-- DATA TO EXAMINE follows --

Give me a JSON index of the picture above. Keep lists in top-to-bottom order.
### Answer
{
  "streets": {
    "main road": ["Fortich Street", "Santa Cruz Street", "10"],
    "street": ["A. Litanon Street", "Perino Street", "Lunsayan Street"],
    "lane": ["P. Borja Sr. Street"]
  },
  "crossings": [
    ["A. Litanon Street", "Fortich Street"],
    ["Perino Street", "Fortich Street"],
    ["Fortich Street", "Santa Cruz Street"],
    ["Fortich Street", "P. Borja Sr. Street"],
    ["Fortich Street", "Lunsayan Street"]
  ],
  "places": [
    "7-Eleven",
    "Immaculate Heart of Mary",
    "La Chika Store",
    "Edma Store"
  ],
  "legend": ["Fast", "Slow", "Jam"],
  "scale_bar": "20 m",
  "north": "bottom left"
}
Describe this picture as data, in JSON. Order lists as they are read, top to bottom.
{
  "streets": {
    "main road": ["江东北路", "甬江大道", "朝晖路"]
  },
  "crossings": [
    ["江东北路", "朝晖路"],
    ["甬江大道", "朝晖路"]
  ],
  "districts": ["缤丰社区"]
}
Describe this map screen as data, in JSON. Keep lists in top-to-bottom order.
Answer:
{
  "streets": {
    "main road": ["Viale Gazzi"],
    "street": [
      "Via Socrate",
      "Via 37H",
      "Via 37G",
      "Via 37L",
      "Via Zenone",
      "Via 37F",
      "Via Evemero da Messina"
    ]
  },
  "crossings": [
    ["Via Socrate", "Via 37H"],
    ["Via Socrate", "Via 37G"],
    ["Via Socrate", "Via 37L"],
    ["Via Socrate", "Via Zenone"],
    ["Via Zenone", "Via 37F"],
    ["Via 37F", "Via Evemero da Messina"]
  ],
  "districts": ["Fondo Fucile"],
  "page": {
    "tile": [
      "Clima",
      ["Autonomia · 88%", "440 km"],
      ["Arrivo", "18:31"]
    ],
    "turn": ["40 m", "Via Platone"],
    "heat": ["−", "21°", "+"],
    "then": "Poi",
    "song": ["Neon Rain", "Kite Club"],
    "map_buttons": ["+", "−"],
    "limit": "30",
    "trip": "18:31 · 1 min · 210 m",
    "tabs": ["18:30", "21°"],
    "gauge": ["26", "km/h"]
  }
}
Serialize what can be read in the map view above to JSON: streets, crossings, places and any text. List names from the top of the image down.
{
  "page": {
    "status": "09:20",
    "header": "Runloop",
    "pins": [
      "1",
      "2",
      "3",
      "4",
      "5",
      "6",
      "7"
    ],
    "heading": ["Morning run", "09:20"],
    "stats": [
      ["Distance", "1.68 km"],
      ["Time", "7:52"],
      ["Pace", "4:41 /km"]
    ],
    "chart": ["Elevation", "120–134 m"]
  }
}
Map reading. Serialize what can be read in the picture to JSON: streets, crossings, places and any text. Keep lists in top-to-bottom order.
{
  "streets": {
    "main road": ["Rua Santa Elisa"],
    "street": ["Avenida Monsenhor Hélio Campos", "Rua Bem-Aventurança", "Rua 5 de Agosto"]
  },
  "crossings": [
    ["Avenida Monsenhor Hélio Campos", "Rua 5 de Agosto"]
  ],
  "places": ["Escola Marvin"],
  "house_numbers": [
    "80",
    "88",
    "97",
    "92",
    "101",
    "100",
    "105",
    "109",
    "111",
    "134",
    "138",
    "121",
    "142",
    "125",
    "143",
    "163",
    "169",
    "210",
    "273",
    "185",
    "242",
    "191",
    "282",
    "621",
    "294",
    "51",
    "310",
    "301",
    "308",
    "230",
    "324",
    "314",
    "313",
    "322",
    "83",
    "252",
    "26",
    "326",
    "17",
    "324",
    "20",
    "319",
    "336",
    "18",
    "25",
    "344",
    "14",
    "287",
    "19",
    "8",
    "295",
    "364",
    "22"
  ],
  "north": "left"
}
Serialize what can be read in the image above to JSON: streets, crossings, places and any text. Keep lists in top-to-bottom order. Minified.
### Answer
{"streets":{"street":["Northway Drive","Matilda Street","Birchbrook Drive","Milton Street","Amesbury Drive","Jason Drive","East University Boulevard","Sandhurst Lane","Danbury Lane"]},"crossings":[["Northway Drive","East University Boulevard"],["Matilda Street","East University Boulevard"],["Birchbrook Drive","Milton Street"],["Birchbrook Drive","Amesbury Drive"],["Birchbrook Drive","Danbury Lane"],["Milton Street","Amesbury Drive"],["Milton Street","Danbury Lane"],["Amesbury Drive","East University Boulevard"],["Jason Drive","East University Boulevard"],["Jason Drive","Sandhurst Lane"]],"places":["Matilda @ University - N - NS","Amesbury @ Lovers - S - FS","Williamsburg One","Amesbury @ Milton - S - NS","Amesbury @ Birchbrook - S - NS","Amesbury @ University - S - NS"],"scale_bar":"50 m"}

-- DATA TO EXAMINE concluded --

## PROMPT
What you give back must match the material exactly, beginning with its first line and ending with the line holding "Describe this map".

## TASK RESULT
Give me a JSON index of the picture above. Keep lists in top-to-bottom order.
### Answer
{
  "streets": {
    "main road": ["Fortich Street", "Santa Cruz Street", "10"],
    "street": ["A. Litanon Street", "Perino Street", "Lunsayan Street"],
    "lane": ["P. Borja Sr. Street"]
  },
  "crossings": [
    ["A. Litanon Street", "Fortich Street"],
    ["Perino Street", "Fortich Street"],
    ["Fortich Street", "Santa Cruz Street"],
    ["Fortich Street", "P. Borja Sr. Street"],
    ["Fortich Street", "Lunsayan Street"]
  ],
  "places": [
    "7-Eleven",
    "Immaculate Heart of Mary",
    "La Chika Store",
    "Edma Store"
  ],
  "legend": ["Fast", "Slow", "Jam"],
  "scale_bar": "20 m",
  "north": "bottom left"
}
Describe this picture as data, in JSON. Order lists as they are read, top to bottom.
{
  "streets": {
    "main road": ["江东北路", "甬江大道", "朝晖路"]
  },
  "crossings": [
    ["江东北路", "朝晖路"],
    ["甬江大道", "朝晖路"]
  ],
  "districts": ["缤丰社区"]
}
Describe this map screen as data, in JSON. Keep lists in top-to-bottom order.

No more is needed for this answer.